Is this less of an issue than it used to be, now that so many people rely on smartphones and computers (that adjust automatically) to tell them what time it is?
Personally, I want it to be light when I wake up, but as long as it is light when I wake up, I want more daylight later in the evening. Which is the whole rationale behind Daylight Saving Time in the first place, as I understand it.
Interestingly, Saskatchewan and Yukon do not switch their clocks. I guess they’re tough enough in those areas to send kids to school in the dark. Also, Mexico does not switch their clocks (and why would they, given latitudes of where most people live?), but cities along the US border do, to stay synchronized with nearby US cities, for commerce purposes.

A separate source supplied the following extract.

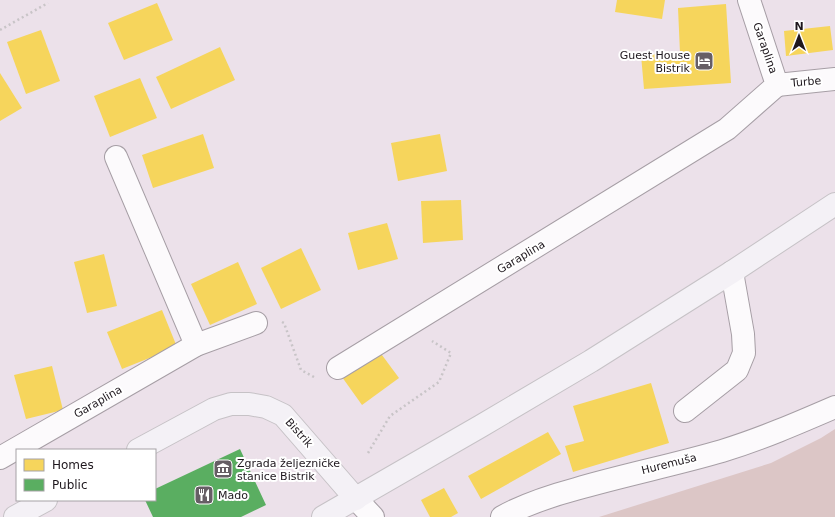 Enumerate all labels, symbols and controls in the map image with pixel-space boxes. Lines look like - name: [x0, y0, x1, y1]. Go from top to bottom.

But, yeah, to the OP, lack of enuf interest and discomfort year round keeps things as they are. Inertia can be hard to overcome.
Right. As I said above, the solution for those looking for an “extra” hour of daylight for summer activities – the original purpose of DST – is to just get up an hour earlier in summer! Having businesses using “summer hours” simply institutionalizes that idea. Nominal business hours in summer would be 8-4 instead of 9-5 so there’s time for that midweek barbecue party or taking the kids to the park.
I like the idea but it does have one huge downside. Time standards can be legislated, but business hours generally cannot, and if some businesses go with summer hours and others don’t, then it shortens the window during which businesses can assume they can communicate with each other, and it would also cause confusion for consumers trying to contact businesses. The existence of time zones already badly impinges on the span of this window. There would have to be very widespread agreement on the establishment of summer hours and their start and end dates. Or forget the whole thing and go with year-round DST, but then you have the “long dark morning” problem in winter.